The Netflix docuseries “Escaping Twin Flames” explores the controversial online community that targeted lonely people looking for their soulmates.
Netflix link to the show
If a guru forces you to watch HBO’s The Vow in order to prove that he’s not a cult leader, he most definitely is—one of many lessons that can be gleaned from Escaping Twin Flames, a three-part docuseries about the online self-help outfit that promises to provide the lonely with their one true love. Arriving mere weeks after Prime Video’s own non-fiction exposé Desperately Seeking Soulmate: Escaping Twin Flames Universe, Cecilia Peck’s Netflix investigation damningly dissects the ugliness perpetrated by Jeff and Shaleia Divine, two online hucksters following a standard-issue cult playbook—save, that is, for their business’s modern twists, the most galling of which is its practice of coercing women into gender transitioning.
Confirming that there’s no shortage of people looking for mystical mentors who’ll afford answers to life’s problems, as well as exploitative phonies willing to assume those roles, Escaping Twin Flames (Nov. 8) is a brutal takedown of Jeff and Shaleia, who’ve made a mint by guaranteeing to pair individuals with their Twin Flames (i.e. soulmates). By paying for Twin Flames Universe (TFU) classes, coaching sessions, and other instructional materials (most of which revolve around a self-recrimination technique known as “The Mirror Exercise”), members are told that they’ll meet their divinely chosen partner and enter into a Harmonious Union. How will this come about? Initially, Jeff and Shaleia said that acolytes would recognize their True Flames courtesy of an instant, irresistible attraction. Before long, though, they were proclaiming that, because of their own “magical” union, they had the unique power to identify a person’s True Flame—and thus their word was to be unquestionably followed.

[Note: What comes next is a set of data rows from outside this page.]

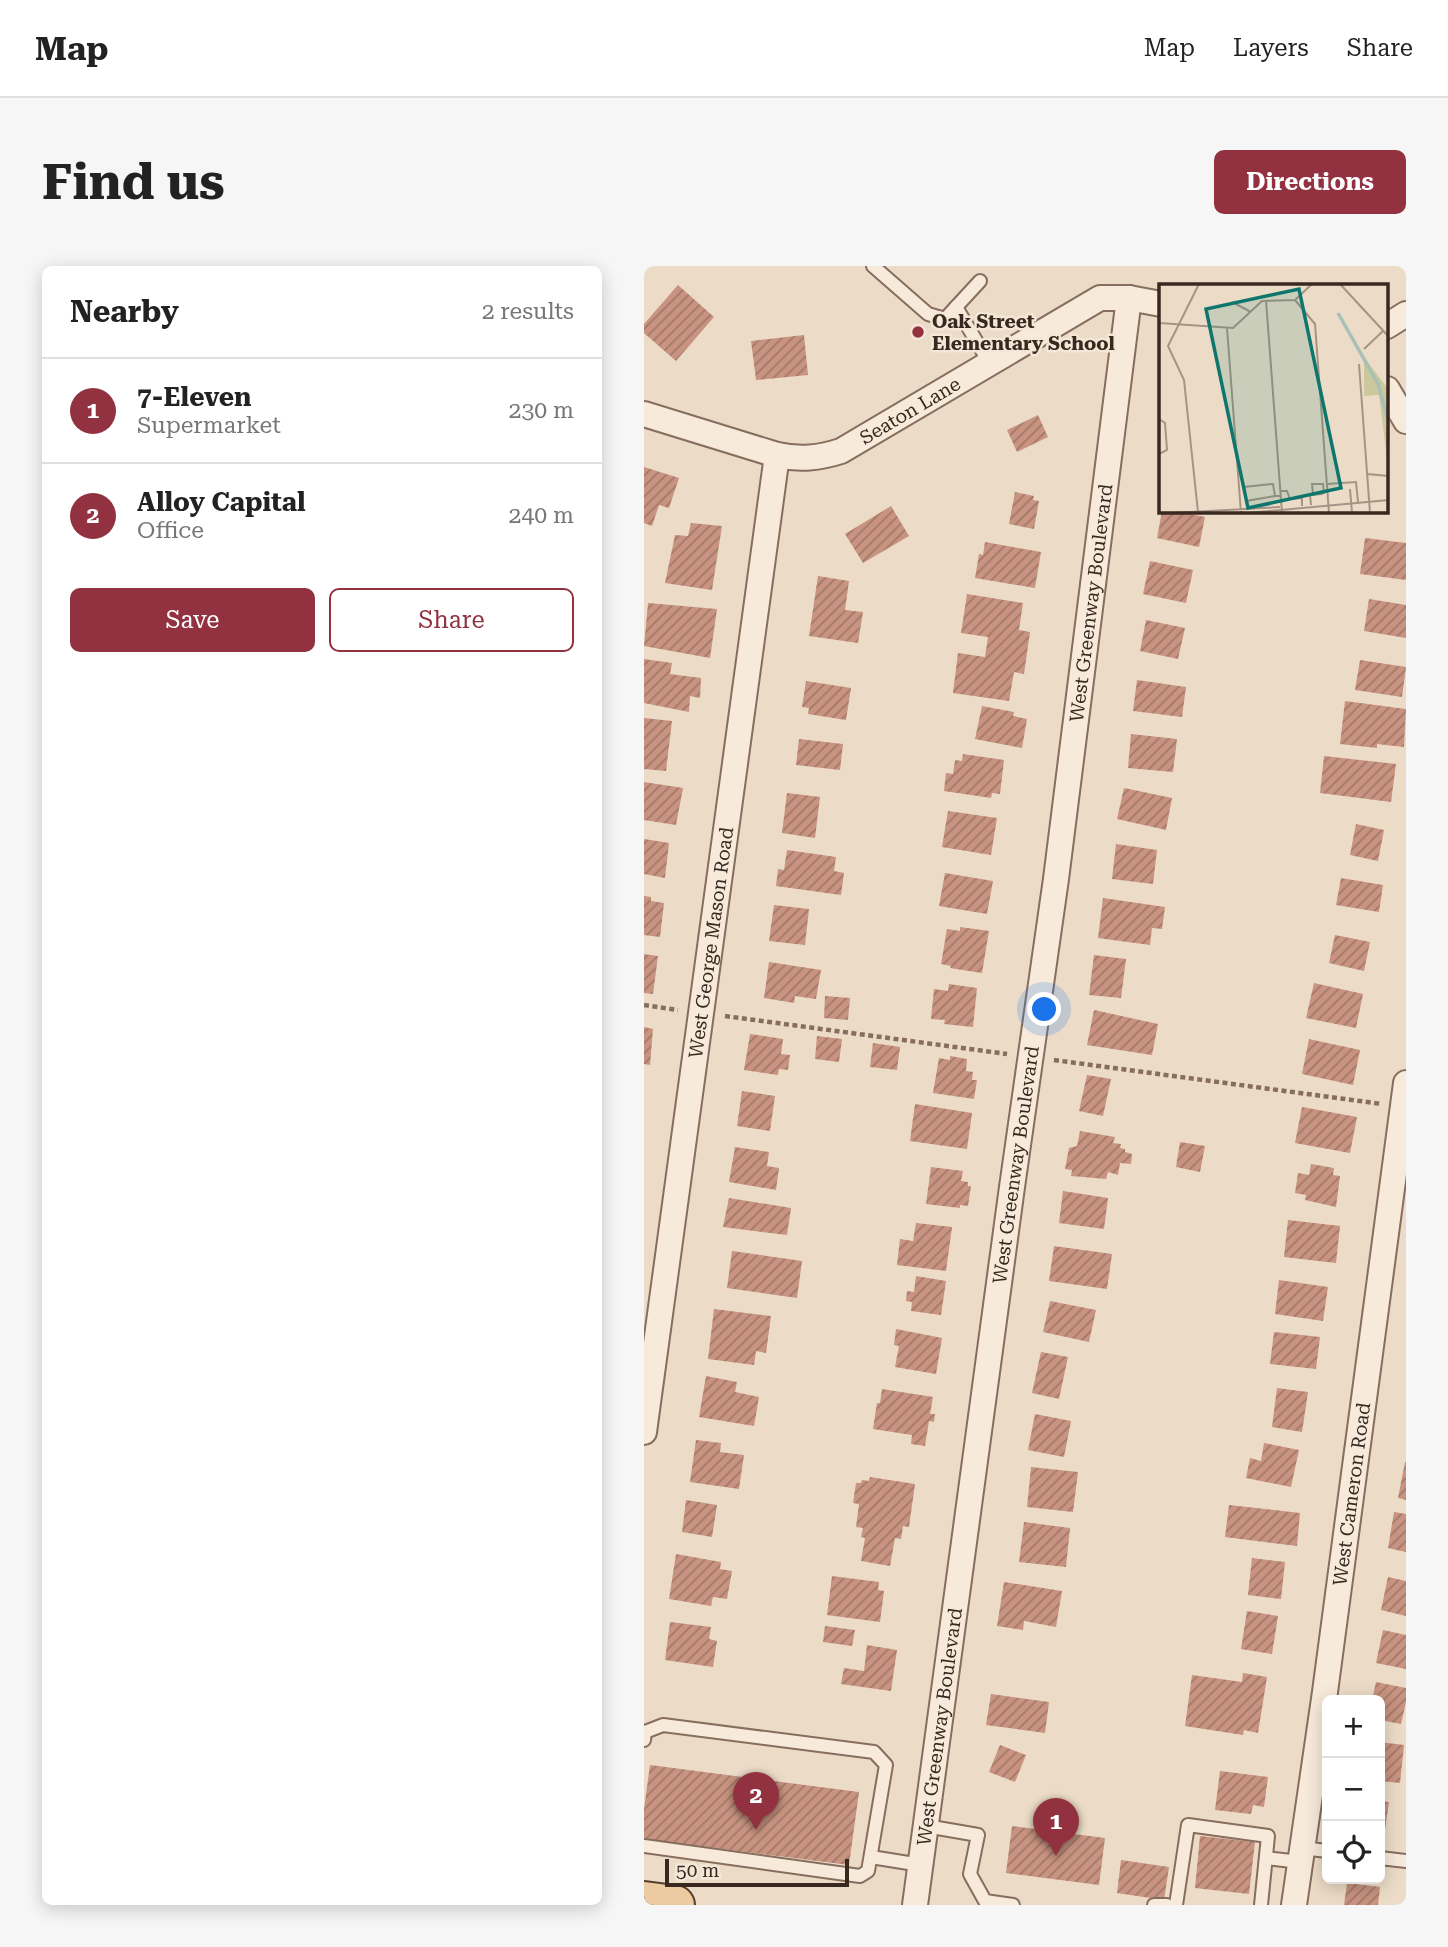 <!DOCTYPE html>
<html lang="en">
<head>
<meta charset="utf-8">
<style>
	body { margin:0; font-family:"Roboto Serif",serif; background:#f6f6f6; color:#222 }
	.controls { position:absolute; right:21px; bottom:21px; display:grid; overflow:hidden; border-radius:10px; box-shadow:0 4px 18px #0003 }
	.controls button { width:63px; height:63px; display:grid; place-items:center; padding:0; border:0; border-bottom:2px solid #e0e0e0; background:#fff; color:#222; font:35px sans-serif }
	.scale { position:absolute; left:21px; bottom:18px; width:184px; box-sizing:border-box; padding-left:7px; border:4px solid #382820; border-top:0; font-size:19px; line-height:24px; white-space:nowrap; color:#382820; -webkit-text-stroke:5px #f4e7d7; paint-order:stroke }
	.you { position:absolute; left:401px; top:744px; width:24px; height:24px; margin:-18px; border:5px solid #fff; border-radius:50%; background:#1a73e8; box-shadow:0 0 0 10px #1a73e833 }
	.badge { display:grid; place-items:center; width:46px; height:46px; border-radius:50%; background:#923140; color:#fff; font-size:23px; font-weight:700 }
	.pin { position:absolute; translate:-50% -58px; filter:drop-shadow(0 2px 4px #0008) }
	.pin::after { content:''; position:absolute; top:37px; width:24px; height:21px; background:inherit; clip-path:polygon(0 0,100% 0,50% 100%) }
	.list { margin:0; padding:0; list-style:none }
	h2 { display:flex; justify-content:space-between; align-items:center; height:91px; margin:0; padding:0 28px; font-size:30px }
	h2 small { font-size:23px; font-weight:400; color:#767676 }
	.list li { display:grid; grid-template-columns:46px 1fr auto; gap:21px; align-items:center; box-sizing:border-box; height:105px; padding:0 28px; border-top:2px solid #e0e0e0 }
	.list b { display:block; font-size:26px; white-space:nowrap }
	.list p { margin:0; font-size:23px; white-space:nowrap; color:#767676 }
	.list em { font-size:23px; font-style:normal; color:#767676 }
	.actions { display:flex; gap:14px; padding:21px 28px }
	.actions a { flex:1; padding:16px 0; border:2px solid #923140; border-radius:10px; text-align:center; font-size:24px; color:#923140 }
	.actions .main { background:#923140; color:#fff }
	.icon { flex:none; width:38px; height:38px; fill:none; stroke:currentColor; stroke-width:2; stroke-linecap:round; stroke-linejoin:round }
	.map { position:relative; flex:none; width:762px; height:1639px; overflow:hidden; border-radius:10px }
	header { display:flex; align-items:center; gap:42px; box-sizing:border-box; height:98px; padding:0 35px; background:#fff; border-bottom:2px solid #e0e0e0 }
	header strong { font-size:33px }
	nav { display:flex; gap:38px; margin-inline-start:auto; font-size:24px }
	.intro { display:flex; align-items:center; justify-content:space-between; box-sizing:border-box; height:168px; padding:0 42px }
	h1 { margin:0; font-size:49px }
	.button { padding:18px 32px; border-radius:10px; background:#923140; color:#fff; font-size:24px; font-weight:700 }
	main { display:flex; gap:42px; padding:0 42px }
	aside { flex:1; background:#fff; border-radius:10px; box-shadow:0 4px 18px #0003 }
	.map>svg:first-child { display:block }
	.building { fill:url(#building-hatch) }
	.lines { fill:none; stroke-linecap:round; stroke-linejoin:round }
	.lane-casing { stroke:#876d5e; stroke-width:16 }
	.street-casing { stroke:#876d5e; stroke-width:28 }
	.primary-casing { stroke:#553d31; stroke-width:42 }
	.path { stroke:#876d5e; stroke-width:4.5; stroke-dasharray:5 3.5; stroke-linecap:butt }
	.lane { stroke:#f7eada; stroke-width:12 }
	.street { stroke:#f7eada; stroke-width:24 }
	.primary { stroke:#eccaa2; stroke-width:38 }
	.poi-dot { fill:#923140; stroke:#f4e7d7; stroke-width:2.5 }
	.labels { text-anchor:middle; stroke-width:5; stroke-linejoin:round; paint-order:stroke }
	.poi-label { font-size:19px; font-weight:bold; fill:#382820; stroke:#f4e7d7; text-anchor:start }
	.street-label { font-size:19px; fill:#382820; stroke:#f4e7d7 }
	.inset-river { fill:none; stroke:#a8c0b6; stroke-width:3.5 }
	.inset-road { fill:none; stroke:#a49484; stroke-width:2 }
	.view { fill:#0f766e; fill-opacity:0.15; stroke:#0f766e; stroke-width:3.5 }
	.inset-edge { fill:none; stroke:#382820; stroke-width:3.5 }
</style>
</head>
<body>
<header>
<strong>Map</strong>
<nav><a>Map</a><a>Layers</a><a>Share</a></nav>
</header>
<div class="intro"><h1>Find us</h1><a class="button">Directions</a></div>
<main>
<aside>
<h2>Nearby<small>2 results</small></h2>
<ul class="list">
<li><span class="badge">1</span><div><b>7-Eleven</b><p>Supermarket</p></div><em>230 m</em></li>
<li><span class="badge">2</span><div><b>Alloy Capital</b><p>Office</p></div><em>240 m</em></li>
</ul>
<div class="actions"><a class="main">Save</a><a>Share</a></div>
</aside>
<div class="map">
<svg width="762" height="1639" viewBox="0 0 762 1639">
	<defs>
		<pattern id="building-hatch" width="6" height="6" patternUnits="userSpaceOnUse" patternTransform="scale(1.75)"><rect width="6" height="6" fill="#c89380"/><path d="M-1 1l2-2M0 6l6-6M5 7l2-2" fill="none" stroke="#a37868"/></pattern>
	</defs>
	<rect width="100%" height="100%" fill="#ecdcc7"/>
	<g class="building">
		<path d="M34,19l36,32 -38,44 -32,-28v-9z"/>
		<path d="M160,69l4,40 -52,5 -5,-39z"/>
		<path d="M394,149l10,22 -31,15 -10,-22z"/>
		<path d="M0,201l35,11 -10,30 -10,-3 -7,21 -8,-3z"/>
		<path d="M371,226l19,4 -1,4 6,1 -5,28 -25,-5z"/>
		<path d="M247,240l18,30 -46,27 -18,-29z"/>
		<path d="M518,245h13l30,6 -6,30 -42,-9z"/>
		<path d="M47,257l31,3 -10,64 -47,-7 10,-48 13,1z"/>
		<path d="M721,272l41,5v37l-46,-6z"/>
		<path d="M341,276l56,10 -6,36 -60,-10 4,-24 4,1z"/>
		<path d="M506,295l43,9 -7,33 -43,-9z"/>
		<path d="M174,310l31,5 -4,29 18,2 -5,31 -49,-7z"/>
		<path d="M323,328l56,9 -4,27 11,2 -6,42 -10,-2 -5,29 -56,-8 5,-40 27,4 3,-20 -27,-4z"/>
		<path d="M725,333l37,6v33l-42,-7z"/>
		<path d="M4,337l69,6 -7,49 -66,-12z"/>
		<path d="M502,354l39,8 -7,31 -38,-8z"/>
		<path d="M0,393l28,4 -2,11 31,4 -1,20 -10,-2 -1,16 -45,-9z"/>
		<path d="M716,394l46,7 -4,30 -47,-7z"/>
		<path d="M493,414l49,7 -4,30 -49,-6z"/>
		<path d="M162,415l45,7 -5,32 -38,-6 1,-6 -7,-1z"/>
		<path d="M701,435l61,8 -2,38 -27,-3v4l-37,-4z"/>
		<path d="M338,440l32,6 -1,4 14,3 -5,29 -47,-9z"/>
		<path d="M0,452l28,3 -6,50 -22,-2z"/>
		<path d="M487,468l46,5 -4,33 -45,-4z"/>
		<path d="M155,473l44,5 -3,26 -44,-5z"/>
		<path d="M319,488l41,6 -4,34 -8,-1 -1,5 -47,-7 2,-18 7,1 2,-14 7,1z"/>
		<path d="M680,490l72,8 -5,38 -71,-9z"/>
		<path d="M0,516l39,6 -7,37 -32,-5z"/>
		<path d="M480,522l48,10 -6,32 -49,-11z"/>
		<path d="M143,527l33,4 -5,41 -33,-5z"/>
		<path d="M304,545l49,7 -6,37 -49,-8z"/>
		<path d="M712,558l28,6 -6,31 -28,-6z"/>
		<path d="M0,573l25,4 -4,35 -21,-4z"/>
		<path d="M472,578l41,6 -4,34 -41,-5z"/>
		<path d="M143,584l49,7 -2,14 10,2 -3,22 -65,-9 2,-17 6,1z"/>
		<path d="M301,607l48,8 -6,33 -48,-8z"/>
		<path d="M697,612l42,7 -4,27 -43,-7z"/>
		<path d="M0,630l7,1v4l13,2 -4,34 -16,-2z"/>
		<path d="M459,632l62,9 -3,22 -10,-1 -2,17 -52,-7z"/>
		<path d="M130,639l35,4 -4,36 -36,-4z"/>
		<path d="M316,661l29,4 -7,42 -32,-5 1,-2 -10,-2 6,-35 13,2z"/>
		<path d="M691,669l35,7 -6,29 -35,-8z"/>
		<path d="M0,688l14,2 -5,38 -9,-1z"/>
		<path d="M450,689l32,4 -5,39 -32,-3z"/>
		<path d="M125,696l52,8 -5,29 -21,-3 -1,7 -30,-5z"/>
		<path d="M670,717l49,11 -7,34 -50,-10z"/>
		<path d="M305,718l28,4 -4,39 -29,-3 1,-4 -14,-1 3,-30 14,2z"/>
		<path d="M181,730l25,2 -2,22 -24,-2z"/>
		<path d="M450,744l64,14 -6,31 -65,-10z"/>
		<path d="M0,761l9,2 -3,36 -6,-1z"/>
		<path d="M106,768l33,5 -2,15 9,1 -2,15 -9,-1 -1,6 -34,-5z"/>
		<path d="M173,770l25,3 -3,23 -24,-3z"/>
		<path d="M665,773l51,11 -7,35 -51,-11z"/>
		<path d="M229,777l27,4 -3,23 -27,-3z"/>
		<path d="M306,790l17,3 -1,12 7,1 -1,8h5l-3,19 -41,-6 6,-35 11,2z"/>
		<path d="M443,809l24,4 -8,37 -24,-5z"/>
		<path d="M98,825l33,5 -5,35 -33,-5z"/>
		<path d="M271,838l57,9 -5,36 -57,-8z"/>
		<path d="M658,841l55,10 -7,36 -55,-10z"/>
		<path d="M436,865l35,6 -2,6 8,1 -1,4 5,1v3l7,2 -1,10 -11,-1 -2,12 -10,-3 -2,7 -35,-3 1,-6 -7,-1 4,-21 8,-2z"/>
		<path d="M536,876l25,4 -5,26 -24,-5z"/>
		<path d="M91,881l34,5 -2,14 12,2 -3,22 -47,-8z"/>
		<path d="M667,898l23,4 -1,7 7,1 -4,31 -31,-7 1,-5 -11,-2 3,-20 11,2z"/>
		<path d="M287,901l32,4 -2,10 7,1v4h3l-3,20 -8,-1v3l-34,-4z"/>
		<path d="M419,925l45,7 -4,31 -45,-6z"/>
		<path d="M85,932l62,10 -4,27 -64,-8z"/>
		<path d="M644,954l52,6 -4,37 -52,-6z"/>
		<path d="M272,957l36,4 -6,44 -49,-6 3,-26 13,2z"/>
		<path d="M410,980l58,8 -5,35 -58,-8z"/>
		<path d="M88,985l70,10 -5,37 -70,-10z"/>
		<path d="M272,1010l30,5 -5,34 -30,-4 1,-9 -6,-1 1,-10 7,1z"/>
		<path d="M635,1014l49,7 -5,34 -48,-7z"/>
		<path d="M406,1035l46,9 -7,32 -46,-10z"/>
		<path d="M70,1043l57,7 -5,37 -10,-2 -2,14 -46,-6z"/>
		<path d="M252,1063l46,9 -6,36 -41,-7 4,-21 -5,-1z"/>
		<path d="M630,1066l46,5 -4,32 -46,-5z"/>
		<path d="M397,1086l27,5 -9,42 -27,-6z"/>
		<path d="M62,1110l31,6 -2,10 24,5 -5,29 -55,-9z"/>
		<path d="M633,1122l31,4 -6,40 -30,-5z"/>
		<path d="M238,1123l51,8 -3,17h5l-1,8 -5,-1 -4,25 -14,-2 1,-9 -39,-6 4,-26h3z"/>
		<path d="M391,1148l36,7 -7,36 -36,-7z"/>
		<path d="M52,1174l25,3 -1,9 24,3 -5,34 -49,-7z"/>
		<path d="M620,1177l35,7 -8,37 -45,-9 4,-20 11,3z"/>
		<path d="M761,1196h1v38l-8,-2z"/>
		<path d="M387,1201l47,5 -5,40 -46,-5z"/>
		<path d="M226,1211l45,7 -6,43 -6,-1 -2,13 -6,-1 -5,28 -29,-5 4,-23 -4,-1 2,-9 -7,-1 3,-23 -6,-1 3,-20h5l1,-3 7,1z"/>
		<path d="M42,1234l31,5 -5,32 -30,-5z"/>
		<path d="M585,1239l71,8 -3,33 -72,-9z"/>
		<path d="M750,1246l12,2v38l-18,-4z"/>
		<path d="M380,1256l46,6 -4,39 -47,-5z"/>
		<path d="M32,1288l45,8 -1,7 12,2 -5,28 -14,-2 -2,9 -42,-7z"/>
		<path d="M608,1292l33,4 -4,37 -33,-4z"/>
		<path d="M188,1310l47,6 -1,8 6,1 -4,31 -53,-7z"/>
		<path d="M744,1311l18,4v35l-25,-6z"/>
		<path d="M360,1316l58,9 -6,36 -32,-6 -1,9 -26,-4z"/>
		<path d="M603,1345l31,5 -6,38 -31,-5z"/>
		<path d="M26,1356l41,5 -2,12 8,2 -4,26 -48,-7z"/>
		<path d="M181,1360l30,4 -3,16 -29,-4z"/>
		<path d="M739,1364l23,5v34l-30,-6z"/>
		<path d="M223,1379l30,5 -6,41 -50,-7 3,-16 20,3z"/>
		<path d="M599,1407l24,4 -9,56 -14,-3 -1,5 -58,-9 7,-51 50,7z"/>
		<path d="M732,1416l30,6v14l-5,22 -21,-4v-20h-8z"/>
		<path d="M347,1428l58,8 -4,31 -59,-8z"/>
		<path d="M736,1476l24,3 -4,38 -20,-2z"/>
		<path d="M356,1479l26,10 -11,27 -26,-10z"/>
		<path d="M6,1499l209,27 -10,73 -205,-26v-30z"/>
		<path d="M576,1505l48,6 -4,30 -11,-2 -2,9 -36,-4z"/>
		<path d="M736,1535l9,1 -5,35 -4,-1z"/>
		<path d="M368,1560l93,12 -6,47 -93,-12z"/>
		<path d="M556,1570l55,6 -6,52 -54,-6z"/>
		<path d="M477,1594l48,7 -5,33 -47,-7z"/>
		<path d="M703,1617l33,4 -2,18h-34z"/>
	</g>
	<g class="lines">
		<defs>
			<g id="lane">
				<path d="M229,0l55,48 17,5 35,-38"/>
				<path d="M312,41l34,57"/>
				<path d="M0,1474l1,-8 18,-7 211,27 12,13 -18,106 -8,5 -216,-30"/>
				<path d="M282,1560l52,9 -8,39 15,27 28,4"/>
				<path d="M658,1582l25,3"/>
				<path d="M227,1591l50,8"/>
				<path d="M622,1592l34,4"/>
				<path d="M736,1592l26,3"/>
				<path d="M510,1639h13"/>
				<path d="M532,1639l12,-80 80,11 -7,69"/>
			</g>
			<g id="street">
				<path d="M743,60l19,-12"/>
				<path d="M743,123l19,32"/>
				<path id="s1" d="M0,148l133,41c23,5 42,3 64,-4l259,-153h29l32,6"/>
				<path id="s2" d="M0,1166l133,-977"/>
				<path id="s3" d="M271,1639l97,-718 44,-308 73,-581"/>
				<path id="s4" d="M650,1639l31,-213 81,-609"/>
			</g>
			<path id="primary" d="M0,1635l31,4"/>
		</defs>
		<use href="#lane" class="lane-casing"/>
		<use href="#street" class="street-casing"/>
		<use href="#primary" class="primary-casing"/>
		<g class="path">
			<path d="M0,739l34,5"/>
			<path d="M81,750l282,38"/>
			<path d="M410,794l328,44"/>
		</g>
		<use href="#lane" class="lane"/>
		<use href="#street" class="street"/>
		<use href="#primary" class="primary"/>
	</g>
	<circle class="poi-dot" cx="274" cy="66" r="7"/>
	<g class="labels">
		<g class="poi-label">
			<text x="288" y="62">Oak Street<tspan x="288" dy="22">Elementary School</tspan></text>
		</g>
		<g class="street-label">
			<text dy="7" stroke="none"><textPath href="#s1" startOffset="284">Seaton Lane</textPath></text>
			<text dy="7" stroke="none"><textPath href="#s3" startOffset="1314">West Greenway Boulevard</textPath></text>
			<text dy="7" stroke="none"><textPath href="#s2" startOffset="494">West George Mason Road</textPath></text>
			<text dy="7" stroke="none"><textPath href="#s3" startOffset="747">West Greenway Boulevard</textPath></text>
			<text dy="7" stroke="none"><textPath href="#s4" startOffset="415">West Cameron Road</textPath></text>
			<text dy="7" stroke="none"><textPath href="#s3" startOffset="180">West Greenway Boulevard</textPath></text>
		</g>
	</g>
	<g transform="translate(515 18)">
		<rect width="229" height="229" fill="#ecdcc7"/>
		<path d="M205,73l24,32v77l-9,-71 -15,1z" fill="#cac89c"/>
		<path class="inset-river" d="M179,29l40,71 11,39"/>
		<path class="inset-road" d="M181,0l49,53M107,16l16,213M136,16l20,24 14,189M73,18l19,10M0,39l74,5 29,-27 33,-1 17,-16M68,44l14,185M205,65l19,-18M200,80l11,149M0,135l6,4 2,27 -8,4M208,190l22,2M168,200l29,-2 2,20M191,205l2,24M122,207h6l3,8 12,-1v8M154,210l-1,-10h11l1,10M116,212l-29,5 -2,-14 29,-3 2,12h6M152,221l-1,-10 13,-1M39,228l-14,-132 -16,-34 31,-62M14,229l107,-6M89,229l141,-13"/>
		<path class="view" d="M140,5l42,199 -93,20 -42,-199z"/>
		<rect width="229" height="229" class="inset-edge"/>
	</g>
</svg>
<div class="controls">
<button>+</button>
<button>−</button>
<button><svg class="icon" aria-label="locate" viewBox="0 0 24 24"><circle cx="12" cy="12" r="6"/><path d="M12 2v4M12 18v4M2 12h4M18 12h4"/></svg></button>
</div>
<div class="scale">50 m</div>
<div class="you"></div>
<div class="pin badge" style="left:412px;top:1590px">1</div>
<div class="pin badge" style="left:112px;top:1564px">2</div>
</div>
</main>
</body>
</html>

This is, of course, pure, unadulterated New Age-y nonsense, and the fact that anyone would buy it speaks to the way in which desperate unhappiness and lack of fulfillment breeds susceptibility to mumbo jumbo. Escaping Twin Flames features interviews with a collection of former members, including Keely, who became the first True Flame success story thanks to her whirlwind romance with, and marriage to, Colby. Keely was so all-in that she convinced her sister Marlee to join the organization and to accept Jeff’s proclamation that some older Utah rando named Joshua (who’d sent her a song via TFU’s Facebook page) was her True Flame. In no time at all, Marlee was moving to Utah to be with Joshua, despite the fact that he was a convicted felon with bipolar disorder and schizophrenia. Unsurprisingly, this did not beget a happily ever after.
Also not shocking is the revelation that Jeff and Shaleia preached that members should cut off anyone interfering with their search for a Harmonious Union, including family members. Peck’s docuseries concentrates on a few mothers struggling to reconnect with their children, most notably Louise, whose daughter Stephanie severed all ties with her clan, including her twin sister Paula. As sociology professor Dr. Janja Lalich explains, this is a bedrock cult tactic, as was Jeff’s pronouncement—heard in some of the cringey TFU videos—that he’s the second coming of Jesus Christ. That Jeff is nasty, controlling, and creepy in those online posts is far from stunning, although his habit of overtly articulating his base financial motives (and flaunting the wealth he’s accumulated from member contributions) is eye-opening in its brazenness.